The real value of a business is the amount for which it can be sold. Business owners interested in selling must ask themselves what would make their business more valuable in the eyes of a prospective buyer. At the same time, maximum value is dependent not just on what some buyer will pay, but on selecting the type of buyer that will pay the most.
Privately owned businesses are typically sold on the basis of a multiple of earnings. Earnings for this purpose are often expressed in a formula called EBITDA (earnings before interest, taxes, depreciation, and amortization). EBITDA is adjusted by adding or subtracting income and expenses that impact the owners of the business but not necessarily prospective buyers, e.g., excessive salaries and perks for the owners. The resulting adjusted number represents the ongoing earnings stream likely to be experienced by a new owner.
The multiple times adjusted EBITDA is the value of the business to the buyer. Inherent in the multiple is the risk level assumed by the buyer. Multiples typically range from 2 to 10 for private companies. The lower the multiple the higher the risk.
Where the company falls in that range depends not only on the risk level, but on the identity or characteristics of the most likely buyer. Generally, there are three types of buyers: strategic, financial, and related. A strategic buyer, typically one in the same or similar industry, may pay a price based on a higher multiple because it can realize certain synergies when combining the two companies. A financial buyer will usually pay based on a lower multiple, and related buyers, e.g., members of the management team, tend to pay based on still lower multiples.
To increase the value of the company, owners will present their earnings as favorably as possible in terms of risk, emphasizing the company’s strengths. But the significance of those strengths depends on the characteristics and perceptions of the most likely buyers.

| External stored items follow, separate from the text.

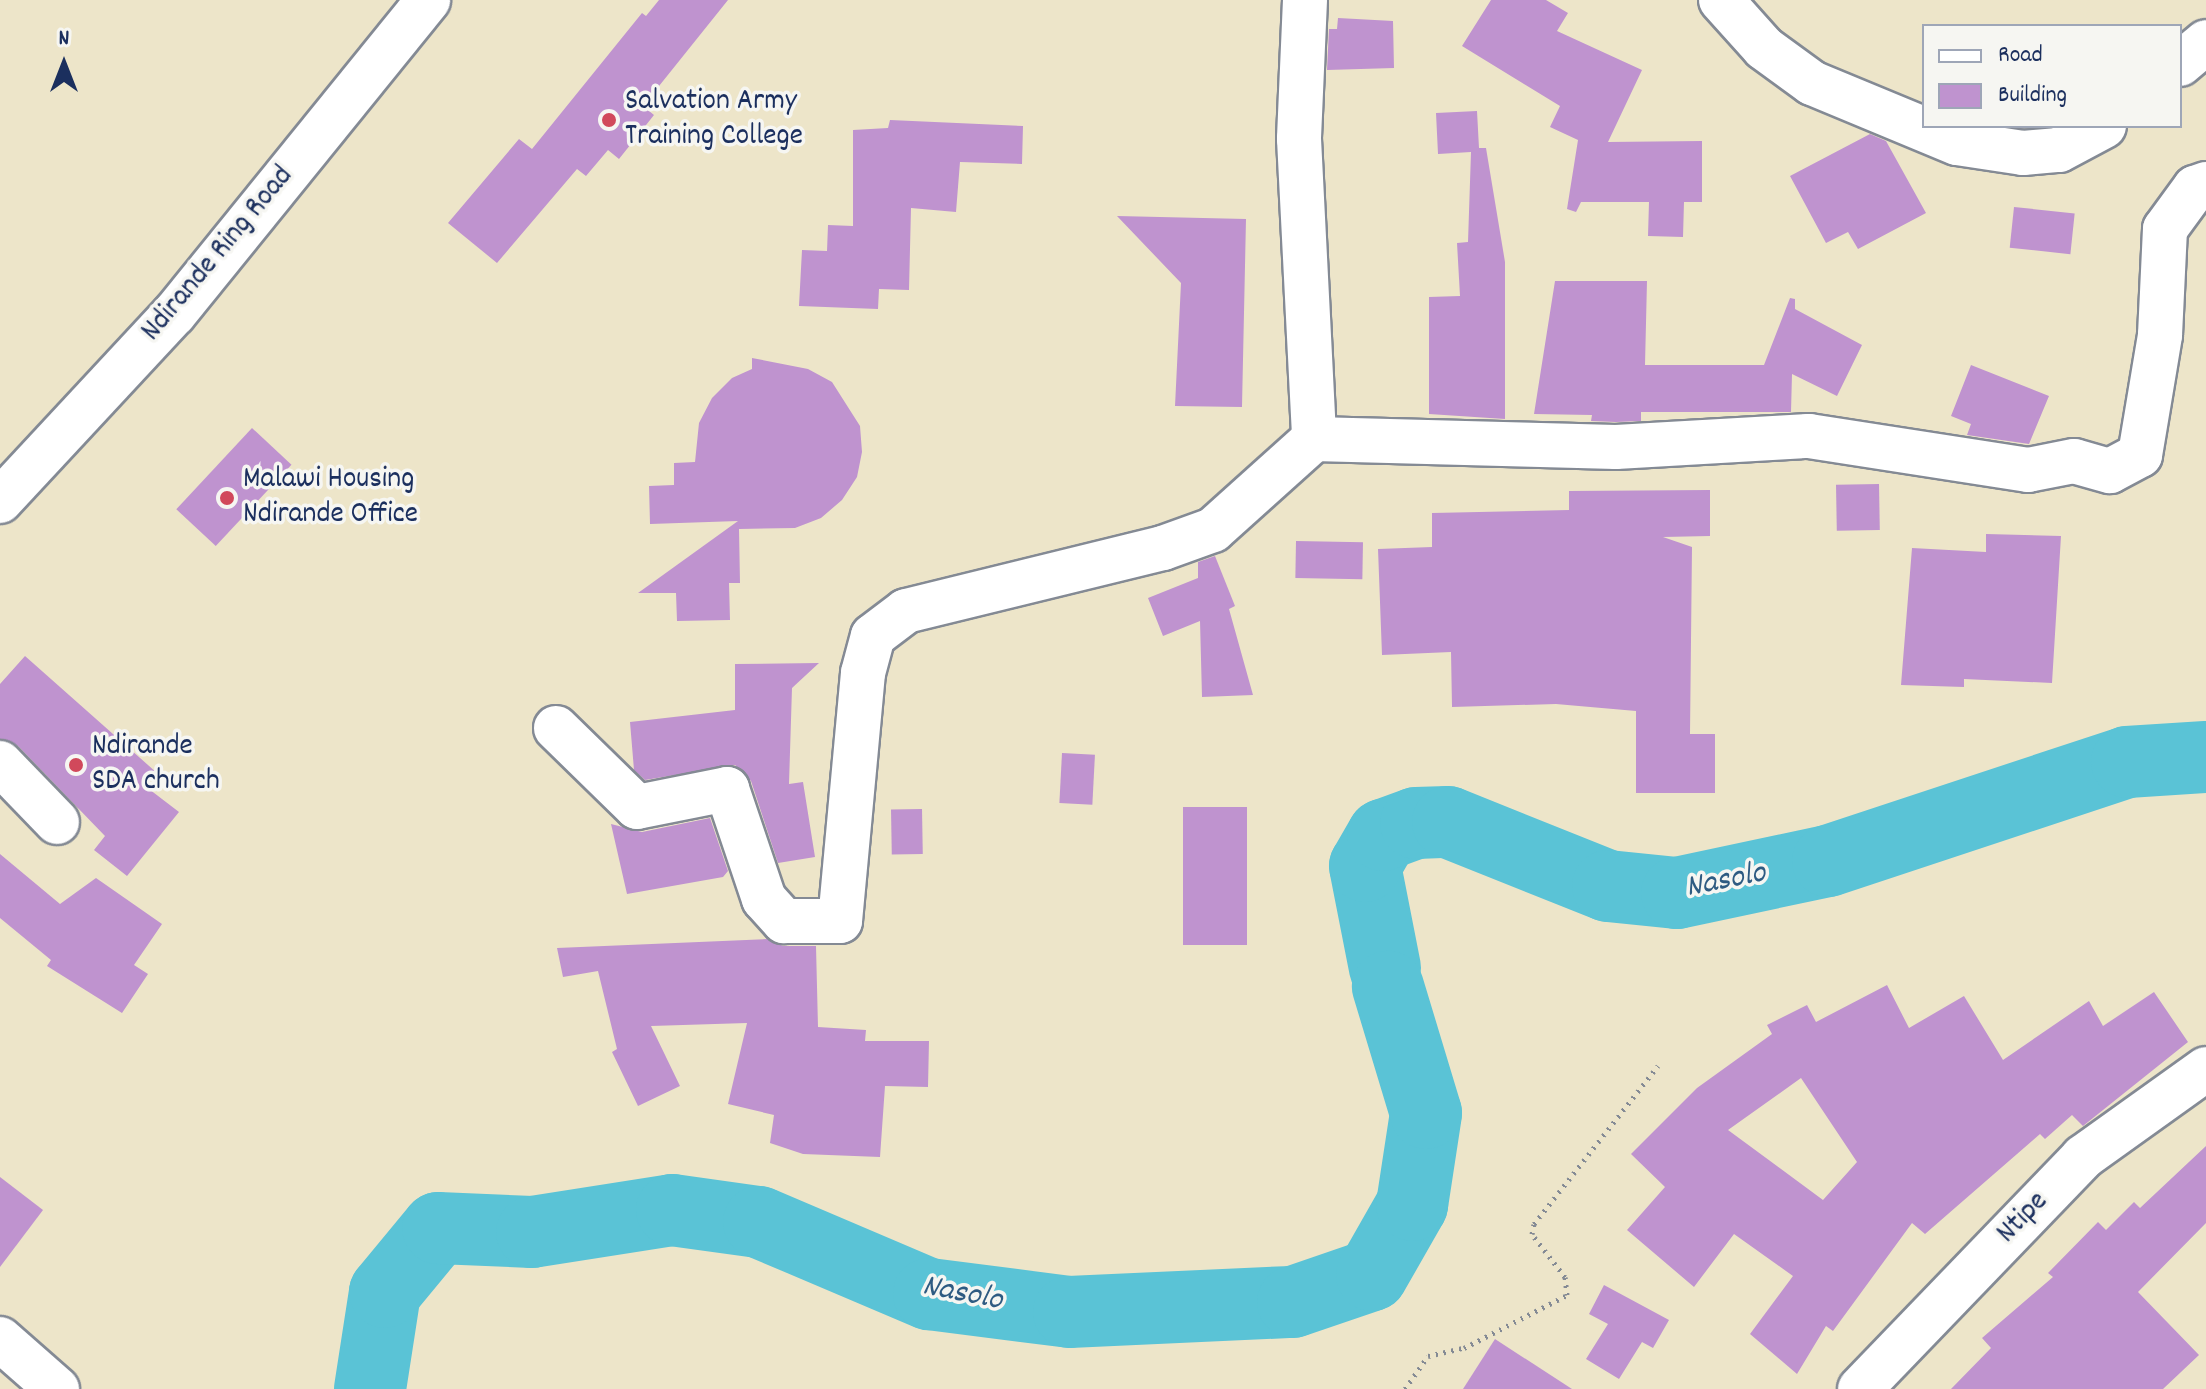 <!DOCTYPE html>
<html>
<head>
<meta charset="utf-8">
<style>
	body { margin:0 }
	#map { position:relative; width:2206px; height:1389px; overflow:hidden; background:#ede5c9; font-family:Dekko,sans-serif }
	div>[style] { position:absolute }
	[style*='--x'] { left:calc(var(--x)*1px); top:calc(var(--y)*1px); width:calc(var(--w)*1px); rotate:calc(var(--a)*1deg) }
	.river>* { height:72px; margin:-36px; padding:0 36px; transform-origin:36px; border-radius:36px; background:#5ac3d6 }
	.building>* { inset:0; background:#bf93cf; transform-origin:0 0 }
	.path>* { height:5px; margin-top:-2.5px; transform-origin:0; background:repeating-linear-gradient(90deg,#848a94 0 2px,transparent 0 8px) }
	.roads { filter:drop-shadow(2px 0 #848a94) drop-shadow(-2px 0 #848a94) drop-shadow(0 2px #848a94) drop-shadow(0 -2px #848a94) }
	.minor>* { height:44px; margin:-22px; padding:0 22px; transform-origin:22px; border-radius:22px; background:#fff }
	.dots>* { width:22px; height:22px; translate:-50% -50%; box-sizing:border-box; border:4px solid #f6f6f2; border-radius:50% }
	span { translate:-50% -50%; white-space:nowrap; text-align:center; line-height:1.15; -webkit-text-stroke:7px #f6f6f2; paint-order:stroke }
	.poi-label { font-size:30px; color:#1b2f5e }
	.left { translate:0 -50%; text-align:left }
	.street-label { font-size:30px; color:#1b2f5e }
	.water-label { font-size:32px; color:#2e5b82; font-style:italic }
	.legend { position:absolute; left:1922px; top:24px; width:260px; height:104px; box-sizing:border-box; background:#f6f6f2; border:2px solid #9ea6b7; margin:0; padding:10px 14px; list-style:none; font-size:24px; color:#1b2f5e }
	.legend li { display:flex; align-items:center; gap:16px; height:40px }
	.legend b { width:40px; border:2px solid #9ea6b7 }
	.north { position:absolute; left:24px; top:24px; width:80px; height:80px; -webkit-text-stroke:6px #f6f6f2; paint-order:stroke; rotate:0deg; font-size:22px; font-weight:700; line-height:32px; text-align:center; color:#1b2f5e }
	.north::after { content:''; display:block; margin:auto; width:28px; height:36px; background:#1b2f5e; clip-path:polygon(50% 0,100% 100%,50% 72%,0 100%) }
</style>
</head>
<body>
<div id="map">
	<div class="river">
		<i style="--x:1385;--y:968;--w:104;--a:-101.1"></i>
		<i style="--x:1365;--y:866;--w:36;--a:-60"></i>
		<i style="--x:1383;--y:835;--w:35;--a:-20"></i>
		<i style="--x:1416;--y:823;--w:32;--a:-2"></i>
		<i style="--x:1448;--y:822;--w:172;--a:21.8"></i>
		<i style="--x:1608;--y:886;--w:69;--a:5.8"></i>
		<i style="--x:1677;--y:893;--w:154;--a:-12"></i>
		<i style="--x:1828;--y:861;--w:315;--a:-18.3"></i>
		<i style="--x:2127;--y:762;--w:79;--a:-3.6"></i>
		<i style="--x:370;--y:1389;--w:98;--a:-81.2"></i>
		<i style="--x:385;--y:1292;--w:83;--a:-50.4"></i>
		<i style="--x:438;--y:1228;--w:94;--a:2.4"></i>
		<i style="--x:532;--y:1232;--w:142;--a:-8.9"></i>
		<i style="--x:672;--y:1210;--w:88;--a:7.9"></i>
		<i style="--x:759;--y:1222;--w:185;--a:23"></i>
		<i style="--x:929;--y:1294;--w:141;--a:7.3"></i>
		<i style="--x:1069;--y:1312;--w:224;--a:-2.6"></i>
		<i style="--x:1293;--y:1302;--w:83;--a:-18.9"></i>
		<i style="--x:1372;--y:1275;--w:81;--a:-60.3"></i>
		<i style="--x:1412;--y:1205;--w:93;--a:-81.3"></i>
		<i style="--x:1426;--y:1113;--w:132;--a:-106.8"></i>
	</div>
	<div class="building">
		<i style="clip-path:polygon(659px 0,728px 0,643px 106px,654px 115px,619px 159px,608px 150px,586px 176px,577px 169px,497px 263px,448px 223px,519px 139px,532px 149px,642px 13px,646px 16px)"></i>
		<i style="clip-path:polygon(1491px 0,1546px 0,1568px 13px,1557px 31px,1642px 70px,1608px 142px,1702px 141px,1702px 202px,1684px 202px,1683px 237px,1648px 236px,1649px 202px,1581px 202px,1576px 212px,1567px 209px,1578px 140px,1550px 127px,1560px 106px,1462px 46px)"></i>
		<i style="clip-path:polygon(1338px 18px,1393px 21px,1394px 68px,1327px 70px,1329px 29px,1337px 29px)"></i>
		<i style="clip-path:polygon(1477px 111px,1479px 148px,1486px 148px,1505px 262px,1505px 419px,1429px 414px,1429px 297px,1460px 296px,1457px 243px,1468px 242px,1471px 152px,1438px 154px,1436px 113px)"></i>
		<i style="clip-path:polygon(890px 120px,1023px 126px,1022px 164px,960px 162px,956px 212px,911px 208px,909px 290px,879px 289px,878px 309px,799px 306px,802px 250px,827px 251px,828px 225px,853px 226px,853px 130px,888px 128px)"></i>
		<i style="clip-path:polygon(1870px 134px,1886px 141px,1926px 213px,1858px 249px,1848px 232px,1826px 243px,1790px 176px)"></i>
		<i style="left:2014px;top:207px;width:61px;height:41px;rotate:6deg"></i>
		<i style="clip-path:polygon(1117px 216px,1246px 219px,1242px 407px,1175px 406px,1181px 283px)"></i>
		<i style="clip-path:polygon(1555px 281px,1647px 281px,1645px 365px,1764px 365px,1790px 298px,1795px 299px,1795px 309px,1862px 345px,1837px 396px,1792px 374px,1791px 412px,1641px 412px,1641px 421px,1616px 422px,1591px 421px,1592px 415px,1534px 414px)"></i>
		<i style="clip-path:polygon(752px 358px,808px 369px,832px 382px,860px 426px,862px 452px,857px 477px,842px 500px,821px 518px,795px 528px,739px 529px,740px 583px,729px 583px,730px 620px,677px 621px,676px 593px,638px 593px,738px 521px,650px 524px,649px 486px,674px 485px,674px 463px,695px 462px,699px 423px,712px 398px,732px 378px,752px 369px)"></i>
		<i style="clip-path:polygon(1971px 365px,2049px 396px,2029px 444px,1967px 435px,1971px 424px,1951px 416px)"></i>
		<i style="left:252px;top:428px;width:54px;height:111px;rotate:43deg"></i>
		<i style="left:1879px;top:484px;width:46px;height:43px;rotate:89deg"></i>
		<i style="clip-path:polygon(1710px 490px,1710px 536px,1663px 537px,1692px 547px,1690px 734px,1715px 734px,1715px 793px,1636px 793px,1636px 711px,1556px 704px,1452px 707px,1451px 652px,1382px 655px,1378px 549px,1432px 547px,1432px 513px,1569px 510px,1569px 491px)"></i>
		<i style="clip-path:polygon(1986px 534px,2061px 536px,2052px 683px,1964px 679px,1964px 687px,1901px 685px,1912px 548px,1986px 552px)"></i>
		<i style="left:1296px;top:541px;width:67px;height:37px;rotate:1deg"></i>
		<i style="clip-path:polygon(1215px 556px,1235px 606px,1229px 609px,1253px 695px,1202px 697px,1200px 621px,1163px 636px,1148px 598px,1198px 578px,1198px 562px)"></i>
		<i style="clip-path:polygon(25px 656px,157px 773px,145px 786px,179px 812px,127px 876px,94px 850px,105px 836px,18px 746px,0 739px,0 684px)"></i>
		<i style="clip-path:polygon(819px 663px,792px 688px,789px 784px,803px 782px,815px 857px,778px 863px,751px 781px,735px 765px,645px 780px,634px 770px,630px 722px,735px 710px,735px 664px)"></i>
		<i style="left:1062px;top:753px;width:33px;height:50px;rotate:3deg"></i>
		<i style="left:1183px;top:807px;width:64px;height:138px"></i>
		<i style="left:922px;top:809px;width:45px;height:31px;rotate:89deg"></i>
		<i style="clip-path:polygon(710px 818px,728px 871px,723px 877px,627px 894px,611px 824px,642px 832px)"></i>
		<i style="clip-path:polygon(0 854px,60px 904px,96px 878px,162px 924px,134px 965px,148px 974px,122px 1013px,47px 966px,51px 960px,0 918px)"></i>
		<i style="clip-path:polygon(767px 939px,783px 946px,816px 946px,818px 1027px,866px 1030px,865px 1041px,929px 1041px,928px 1087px,885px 1086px,880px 1157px,803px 1154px,770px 1143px,774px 1115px,728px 1104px,747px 1023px,651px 1026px,680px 1086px,638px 1106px,612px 1052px,617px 1049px,598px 971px,563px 977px,557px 948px)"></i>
		<i style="clip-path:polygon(evenodd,1887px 985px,1909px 1028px,1964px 996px,2003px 1060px,2089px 1001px,2103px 1026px,2154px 992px,2188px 1042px,2083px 1126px,2072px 1115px,2045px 1139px,2040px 1134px,1925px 1234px,1912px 1223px,1833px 1331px,1826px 1326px,1797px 1374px,1750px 1334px,1793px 1276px,1734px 1234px,1694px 1287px,1627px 1230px,1665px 1187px,1631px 1154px,1697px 1088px,1772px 1034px,1767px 1025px,1807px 1005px,1816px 1022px,1887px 985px,1801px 1078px,1857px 1162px,1823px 1200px,1728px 1130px,1801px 1078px)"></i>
		<i style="clip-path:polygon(2206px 1146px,2206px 1223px,2138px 1292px,2199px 1355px,2163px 1389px,1951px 1389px,1991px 1348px,1982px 1338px,2053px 1277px,2048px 1273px,2098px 1222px,2106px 1230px,2134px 1202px,2140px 1208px)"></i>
		<i style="clip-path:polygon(0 1177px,43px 1210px,0 1267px)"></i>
		<i style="clip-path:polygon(1604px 1285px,1669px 1320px,1653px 1348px,1642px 1342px,1619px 1379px,1586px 1359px,1608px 1324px,1589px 1314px)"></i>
		<i style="clip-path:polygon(1495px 1339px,1572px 1389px,1463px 1389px)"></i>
	</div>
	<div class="path">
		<i style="--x:1405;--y:1389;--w:40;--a:-55.1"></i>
		<i style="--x:1428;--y:1356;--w:37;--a:-13"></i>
		<i style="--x:1464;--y:1348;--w:116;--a:-27.2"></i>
		<i style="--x:1567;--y:1295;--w:18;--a:-96"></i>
		<i style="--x:1565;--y:1277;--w:54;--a:-127.5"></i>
		<i style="--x:1532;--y:1234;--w:10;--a:-79"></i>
		<i style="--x:1534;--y:1224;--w:201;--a:-51.9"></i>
	</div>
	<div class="roads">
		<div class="minor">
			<i style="--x:1305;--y:0;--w:139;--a:92.5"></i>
			<i style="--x:1299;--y:139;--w:300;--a:87.1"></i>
			<i style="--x:1721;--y:0;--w:64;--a:48.1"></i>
			<i style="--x:1764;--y:48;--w:59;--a:36.1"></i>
			<i style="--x:1812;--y:83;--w:157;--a:22.5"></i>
			<i style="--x:1957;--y:143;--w:67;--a:8.6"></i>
			<i style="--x:2023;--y:153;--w:36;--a:-5"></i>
			<i style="--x:2059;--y:150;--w:51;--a:-28.1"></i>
			<i style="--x:2180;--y:64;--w:34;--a:-40"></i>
			<i style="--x:0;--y:501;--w:255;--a:-47.1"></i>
			<i style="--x:174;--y:314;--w:404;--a:-51"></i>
			<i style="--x:556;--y:728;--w:113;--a:44.3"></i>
			<i style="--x:637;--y:807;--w:92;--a:-11.3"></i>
			<i style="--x:727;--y:789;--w:116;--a:71.4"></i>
			<i style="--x:764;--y:899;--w:30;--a:48"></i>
			<i style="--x:784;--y:921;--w:56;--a:0"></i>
			<i style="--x:840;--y:921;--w:249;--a:-84.7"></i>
			<i style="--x:863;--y:673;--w:38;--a:-75"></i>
			<i style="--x:873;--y:636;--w:41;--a:-37.1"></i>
			<i style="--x:906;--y:611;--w:265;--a:-13.8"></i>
			<i style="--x:1163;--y:548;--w:53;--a:-19.8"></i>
			<i style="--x:1213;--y:530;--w:136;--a:-42"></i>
			<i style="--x:1314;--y:439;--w:302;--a:1.5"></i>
			<i style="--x:1616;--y:447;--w:193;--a:-3.3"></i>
			<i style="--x:1809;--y:436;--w:222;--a:8.8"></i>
			<i style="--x:2028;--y:470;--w:47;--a:-11.1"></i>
			<i style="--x:2074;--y:461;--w:37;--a:16"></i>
			<i style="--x:2110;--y:471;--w:34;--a:-28"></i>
			<i style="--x:2140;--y:455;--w:122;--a:-80.5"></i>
			<i style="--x:2160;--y:335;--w:106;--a:-87.3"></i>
			<i style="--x:2165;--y:229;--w:51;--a:-53.8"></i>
			<i style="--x:2195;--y:188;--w:12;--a:-20"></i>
			<i style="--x:0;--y:763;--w:82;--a:46"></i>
			<i style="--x:0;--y:1339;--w:76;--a:41.3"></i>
			<i style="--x:1860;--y:1389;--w:322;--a:-46.1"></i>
			<i style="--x:2083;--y:1157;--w:151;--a:-35.6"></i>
		</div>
	</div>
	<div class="dots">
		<i style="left:609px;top:120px;background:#d1495b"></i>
		<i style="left:227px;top:498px;background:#d1495b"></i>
		<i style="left:76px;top:765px;background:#d1495b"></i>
	</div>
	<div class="poi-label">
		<span class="left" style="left:625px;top:120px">Salvation Army<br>Training College</span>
		<span class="left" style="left:243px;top:498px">Malawi Housing<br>Ndirande Office</span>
		<span class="left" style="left:92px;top:765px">Ndirande<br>SDA church</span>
	</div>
	<div class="street-label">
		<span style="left:219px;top:255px;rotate:-50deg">Ndirande Ring Road</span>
		<span style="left:2024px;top:1219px;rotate:-46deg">Ntipe</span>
	</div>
	<div class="water-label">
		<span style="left:1726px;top:882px;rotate:-11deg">Nasolo</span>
		<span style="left:962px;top:1295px;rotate:11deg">Nasolo</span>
	</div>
	<ul class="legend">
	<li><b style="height:10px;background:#fff"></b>Road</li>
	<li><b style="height:22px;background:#bf93cf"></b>Building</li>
	</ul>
	<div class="north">N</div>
</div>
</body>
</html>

The first step in the process of increasing value is to identify the most likely buyers and ask what drives value for them and what reduces risk. If you can improve those things, you can be on the path toward maximum value.
What are the elements that affect value? A partial list includes:
- Growth rate
- Size
- Geographic diversity
- Quality of the management team
- Research and development capabilities
- Diversity of the customer base
- Strength of the employee group
- Quality of operational systems
- Vendor relationships
Focusing on a list this long may dilute your efforts to make substantial improvements. But if you know what is most important to prospective buyers you will probably be able to focus on a shorter list and have a bigger impact on value.
Finally, value is dependent on the state of the merger and acquisition market at the time of sale. Value can be increased if your personal situation allows you to sell when market conditions are favorable. Your personal situation may affect your timing. If you are emotionally ready to leave the business and pursue other goals at a time when market conditions are right, you may be able to realize maximum value.